┌─ PROVIDED INFORMATION

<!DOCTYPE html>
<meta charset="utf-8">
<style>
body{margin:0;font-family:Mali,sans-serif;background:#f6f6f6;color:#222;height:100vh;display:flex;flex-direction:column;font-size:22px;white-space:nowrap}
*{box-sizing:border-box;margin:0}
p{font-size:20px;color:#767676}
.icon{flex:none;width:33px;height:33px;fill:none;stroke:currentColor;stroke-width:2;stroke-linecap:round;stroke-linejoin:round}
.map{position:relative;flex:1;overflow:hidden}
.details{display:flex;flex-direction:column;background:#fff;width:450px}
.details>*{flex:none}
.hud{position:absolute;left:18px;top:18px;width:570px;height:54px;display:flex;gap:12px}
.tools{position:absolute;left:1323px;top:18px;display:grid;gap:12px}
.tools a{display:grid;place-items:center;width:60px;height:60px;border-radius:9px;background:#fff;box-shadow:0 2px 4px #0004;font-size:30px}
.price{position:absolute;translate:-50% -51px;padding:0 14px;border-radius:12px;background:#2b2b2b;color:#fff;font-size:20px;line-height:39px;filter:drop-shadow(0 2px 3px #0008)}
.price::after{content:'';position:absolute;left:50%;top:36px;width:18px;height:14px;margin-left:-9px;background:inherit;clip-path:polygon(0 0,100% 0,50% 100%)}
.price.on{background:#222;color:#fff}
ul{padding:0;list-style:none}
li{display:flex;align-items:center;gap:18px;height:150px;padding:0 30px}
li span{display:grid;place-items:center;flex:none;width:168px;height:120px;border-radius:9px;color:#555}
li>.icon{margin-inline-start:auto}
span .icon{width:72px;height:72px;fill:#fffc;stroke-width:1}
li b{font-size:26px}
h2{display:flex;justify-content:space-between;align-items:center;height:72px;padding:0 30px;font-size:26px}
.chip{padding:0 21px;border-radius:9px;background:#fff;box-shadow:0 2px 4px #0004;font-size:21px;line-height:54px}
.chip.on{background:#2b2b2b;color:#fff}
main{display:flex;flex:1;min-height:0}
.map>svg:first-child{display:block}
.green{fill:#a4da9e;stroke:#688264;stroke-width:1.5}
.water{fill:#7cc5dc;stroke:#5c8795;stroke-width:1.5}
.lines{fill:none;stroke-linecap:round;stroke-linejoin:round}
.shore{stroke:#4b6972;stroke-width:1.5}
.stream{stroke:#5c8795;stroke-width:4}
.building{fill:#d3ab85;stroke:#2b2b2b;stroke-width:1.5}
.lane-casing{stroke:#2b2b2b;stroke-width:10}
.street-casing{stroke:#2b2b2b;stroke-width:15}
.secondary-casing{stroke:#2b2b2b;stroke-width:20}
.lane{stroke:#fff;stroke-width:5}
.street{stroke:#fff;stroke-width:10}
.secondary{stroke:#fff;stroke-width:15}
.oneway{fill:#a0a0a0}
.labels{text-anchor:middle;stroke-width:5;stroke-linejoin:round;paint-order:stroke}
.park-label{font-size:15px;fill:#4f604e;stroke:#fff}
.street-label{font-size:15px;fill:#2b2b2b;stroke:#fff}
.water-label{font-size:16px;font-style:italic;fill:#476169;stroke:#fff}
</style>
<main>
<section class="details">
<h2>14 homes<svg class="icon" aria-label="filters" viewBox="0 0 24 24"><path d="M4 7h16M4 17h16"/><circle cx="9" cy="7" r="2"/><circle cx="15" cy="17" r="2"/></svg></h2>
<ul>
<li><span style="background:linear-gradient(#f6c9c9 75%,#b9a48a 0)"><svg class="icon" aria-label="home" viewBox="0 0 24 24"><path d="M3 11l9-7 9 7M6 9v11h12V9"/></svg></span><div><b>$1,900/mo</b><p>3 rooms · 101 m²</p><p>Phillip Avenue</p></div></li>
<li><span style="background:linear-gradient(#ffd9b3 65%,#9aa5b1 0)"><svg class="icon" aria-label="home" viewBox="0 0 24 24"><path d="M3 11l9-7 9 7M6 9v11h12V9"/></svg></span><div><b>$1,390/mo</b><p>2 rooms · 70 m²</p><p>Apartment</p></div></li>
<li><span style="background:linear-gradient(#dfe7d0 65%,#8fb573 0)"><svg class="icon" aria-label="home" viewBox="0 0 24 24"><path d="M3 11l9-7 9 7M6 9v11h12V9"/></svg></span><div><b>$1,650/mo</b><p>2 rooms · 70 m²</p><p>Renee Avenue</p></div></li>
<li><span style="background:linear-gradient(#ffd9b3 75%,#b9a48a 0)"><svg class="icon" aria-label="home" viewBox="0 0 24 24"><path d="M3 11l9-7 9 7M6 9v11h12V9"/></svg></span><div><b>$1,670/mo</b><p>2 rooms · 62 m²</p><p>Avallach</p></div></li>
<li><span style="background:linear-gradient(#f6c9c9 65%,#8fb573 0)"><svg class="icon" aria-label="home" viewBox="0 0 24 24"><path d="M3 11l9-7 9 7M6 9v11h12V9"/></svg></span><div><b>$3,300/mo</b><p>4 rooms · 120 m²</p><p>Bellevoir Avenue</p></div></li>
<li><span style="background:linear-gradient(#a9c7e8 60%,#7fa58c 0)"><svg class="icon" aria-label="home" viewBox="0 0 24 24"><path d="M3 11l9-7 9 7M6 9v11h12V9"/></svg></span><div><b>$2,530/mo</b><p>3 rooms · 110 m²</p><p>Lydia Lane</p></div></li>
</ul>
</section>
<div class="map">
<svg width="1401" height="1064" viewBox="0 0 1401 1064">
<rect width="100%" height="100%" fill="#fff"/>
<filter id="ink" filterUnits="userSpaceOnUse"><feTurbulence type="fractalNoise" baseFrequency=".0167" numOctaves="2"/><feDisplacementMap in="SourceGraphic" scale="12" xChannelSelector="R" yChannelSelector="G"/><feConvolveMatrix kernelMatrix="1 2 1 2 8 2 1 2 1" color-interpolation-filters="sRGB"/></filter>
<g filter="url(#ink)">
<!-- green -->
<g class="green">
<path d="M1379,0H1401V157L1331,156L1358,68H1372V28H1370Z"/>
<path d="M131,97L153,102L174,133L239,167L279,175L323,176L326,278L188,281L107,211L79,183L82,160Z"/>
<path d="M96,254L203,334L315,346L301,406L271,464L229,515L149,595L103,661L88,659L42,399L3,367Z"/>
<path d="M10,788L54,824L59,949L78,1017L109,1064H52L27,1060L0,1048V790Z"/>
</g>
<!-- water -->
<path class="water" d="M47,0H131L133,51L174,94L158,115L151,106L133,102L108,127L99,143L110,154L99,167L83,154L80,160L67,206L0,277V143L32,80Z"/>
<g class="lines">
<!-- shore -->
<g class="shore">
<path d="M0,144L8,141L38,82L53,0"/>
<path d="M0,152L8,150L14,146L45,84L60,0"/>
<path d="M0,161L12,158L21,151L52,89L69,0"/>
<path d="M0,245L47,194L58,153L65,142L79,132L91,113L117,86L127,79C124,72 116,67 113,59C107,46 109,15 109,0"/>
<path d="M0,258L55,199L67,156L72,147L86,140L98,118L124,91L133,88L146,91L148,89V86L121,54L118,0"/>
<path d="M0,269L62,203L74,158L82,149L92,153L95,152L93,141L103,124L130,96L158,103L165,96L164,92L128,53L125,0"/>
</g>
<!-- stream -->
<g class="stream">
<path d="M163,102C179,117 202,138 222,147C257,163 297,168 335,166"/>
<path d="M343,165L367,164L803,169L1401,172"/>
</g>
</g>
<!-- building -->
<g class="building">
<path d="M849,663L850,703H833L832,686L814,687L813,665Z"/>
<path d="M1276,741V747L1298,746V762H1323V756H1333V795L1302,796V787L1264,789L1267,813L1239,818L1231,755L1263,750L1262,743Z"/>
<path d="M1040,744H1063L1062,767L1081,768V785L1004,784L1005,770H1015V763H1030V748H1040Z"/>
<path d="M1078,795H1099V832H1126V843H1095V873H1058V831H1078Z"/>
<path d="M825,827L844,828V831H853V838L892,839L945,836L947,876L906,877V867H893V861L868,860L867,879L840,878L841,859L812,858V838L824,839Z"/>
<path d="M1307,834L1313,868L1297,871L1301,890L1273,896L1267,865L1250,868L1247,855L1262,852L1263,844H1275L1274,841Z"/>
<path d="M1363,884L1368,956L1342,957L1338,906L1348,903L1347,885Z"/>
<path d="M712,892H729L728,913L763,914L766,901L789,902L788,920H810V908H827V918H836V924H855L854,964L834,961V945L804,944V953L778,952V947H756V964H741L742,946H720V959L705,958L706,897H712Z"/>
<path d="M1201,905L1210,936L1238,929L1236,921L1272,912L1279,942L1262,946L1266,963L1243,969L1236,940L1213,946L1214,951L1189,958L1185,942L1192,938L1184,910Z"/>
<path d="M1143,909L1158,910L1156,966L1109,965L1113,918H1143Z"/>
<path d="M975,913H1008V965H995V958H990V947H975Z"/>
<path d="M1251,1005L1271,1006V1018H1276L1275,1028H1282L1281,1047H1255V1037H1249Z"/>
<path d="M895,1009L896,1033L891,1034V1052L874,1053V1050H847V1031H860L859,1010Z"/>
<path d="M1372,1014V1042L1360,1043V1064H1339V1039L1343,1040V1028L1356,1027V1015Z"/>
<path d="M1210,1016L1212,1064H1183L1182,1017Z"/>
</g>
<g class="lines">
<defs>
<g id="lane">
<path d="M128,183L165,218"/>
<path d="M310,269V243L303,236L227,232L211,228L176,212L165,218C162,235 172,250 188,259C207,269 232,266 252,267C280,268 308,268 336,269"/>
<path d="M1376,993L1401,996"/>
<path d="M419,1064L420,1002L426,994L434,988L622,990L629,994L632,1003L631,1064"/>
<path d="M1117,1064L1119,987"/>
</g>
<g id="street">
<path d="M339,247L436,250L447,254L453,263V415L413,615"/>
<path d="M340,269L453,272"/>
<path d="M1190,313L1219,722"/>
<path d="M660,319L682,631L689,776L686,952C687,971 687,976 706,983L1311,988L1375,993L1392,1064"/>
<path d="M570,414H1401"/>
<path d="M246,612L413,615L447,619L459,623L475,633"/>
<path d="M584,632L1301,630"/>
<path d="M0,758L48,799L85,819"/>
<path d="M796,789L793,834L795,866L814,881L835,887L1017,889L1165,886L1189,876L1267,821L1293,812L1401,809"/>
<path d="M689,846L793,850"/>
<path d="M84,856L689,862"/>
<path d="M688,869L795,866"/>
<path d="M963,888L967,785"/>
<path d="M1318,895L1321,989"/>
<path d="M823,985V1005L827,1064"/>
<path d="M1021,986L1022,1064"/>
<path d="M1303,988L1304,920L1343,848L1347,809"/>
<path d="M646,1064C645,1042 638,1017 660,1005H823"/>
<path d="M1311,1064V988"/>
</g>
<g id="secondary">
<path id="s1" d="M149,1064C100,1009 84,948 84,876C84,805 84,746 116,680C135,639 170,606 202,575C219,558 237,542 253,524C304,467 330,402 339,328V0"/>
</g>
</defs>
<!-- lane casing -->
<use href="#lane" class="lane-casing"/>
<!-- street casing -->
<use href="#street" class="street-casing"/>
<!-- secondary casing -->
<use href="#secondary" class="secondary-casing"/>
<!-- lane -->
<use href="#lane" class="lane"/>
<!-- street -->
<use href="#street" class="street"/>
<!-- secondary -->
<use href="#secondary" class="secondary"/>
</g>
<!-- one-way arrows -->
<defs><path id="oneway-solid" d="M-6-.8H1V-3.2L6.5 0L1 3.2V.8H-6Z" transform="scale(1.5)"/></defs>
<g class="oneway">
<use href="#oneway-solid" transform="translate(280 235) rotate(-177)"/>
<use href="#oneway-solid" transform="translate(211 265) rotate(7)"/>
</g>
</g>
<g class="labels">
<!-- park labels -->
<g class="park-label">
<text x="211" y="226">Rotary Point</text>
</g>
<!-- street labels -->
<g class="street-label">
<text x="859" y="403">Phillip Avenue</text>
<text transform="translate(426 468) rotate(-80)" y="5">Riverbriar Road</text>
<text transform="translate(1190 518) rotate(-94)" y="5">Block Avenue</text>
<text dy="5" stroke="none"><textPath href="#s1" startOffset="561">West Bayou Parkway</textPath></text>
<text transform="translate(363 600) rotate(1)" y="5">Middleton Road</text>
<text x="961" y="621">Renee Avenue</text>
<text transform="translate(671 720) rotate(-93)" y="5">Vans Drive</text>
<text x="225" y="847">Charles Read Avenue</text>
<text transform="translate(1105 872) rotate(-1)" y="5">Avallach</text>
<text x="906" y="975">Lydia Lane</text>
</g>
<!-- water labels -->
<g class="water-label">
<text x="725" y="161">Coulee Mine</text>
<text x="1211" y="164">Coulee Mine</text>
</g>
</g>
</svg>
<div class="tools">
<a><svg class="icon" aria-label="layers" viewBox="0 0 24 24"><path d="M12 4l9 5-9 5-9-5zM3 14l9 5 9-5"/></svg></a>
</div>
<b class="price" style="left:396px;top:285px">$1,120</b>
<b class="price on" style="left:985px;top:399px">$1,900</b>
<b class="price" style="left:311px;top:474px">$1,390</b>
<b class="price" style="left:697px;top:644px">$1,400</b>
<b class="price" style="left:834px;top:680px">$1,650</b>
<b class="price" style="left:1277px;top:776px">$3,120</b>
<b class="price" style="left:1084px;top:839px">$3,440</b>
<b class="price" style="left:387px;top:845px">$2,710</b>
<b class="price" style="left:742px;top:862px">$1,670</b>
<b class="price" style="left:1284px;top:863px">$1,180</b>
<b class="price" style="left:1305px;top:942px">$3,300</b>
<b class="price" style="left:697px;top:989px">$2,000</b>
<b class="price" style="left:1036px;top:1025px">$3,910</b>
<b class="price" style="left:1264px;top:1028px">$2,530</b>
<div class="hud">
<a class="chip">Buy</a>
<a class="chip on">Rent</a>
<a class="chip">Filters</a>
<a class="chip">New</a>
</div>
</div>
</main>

└─

> [EXERCISE BRIEF]
Given the entries above, say how many lines include the word "linecap", and write nothing besides the number.

> [ANSWER SECTION]
2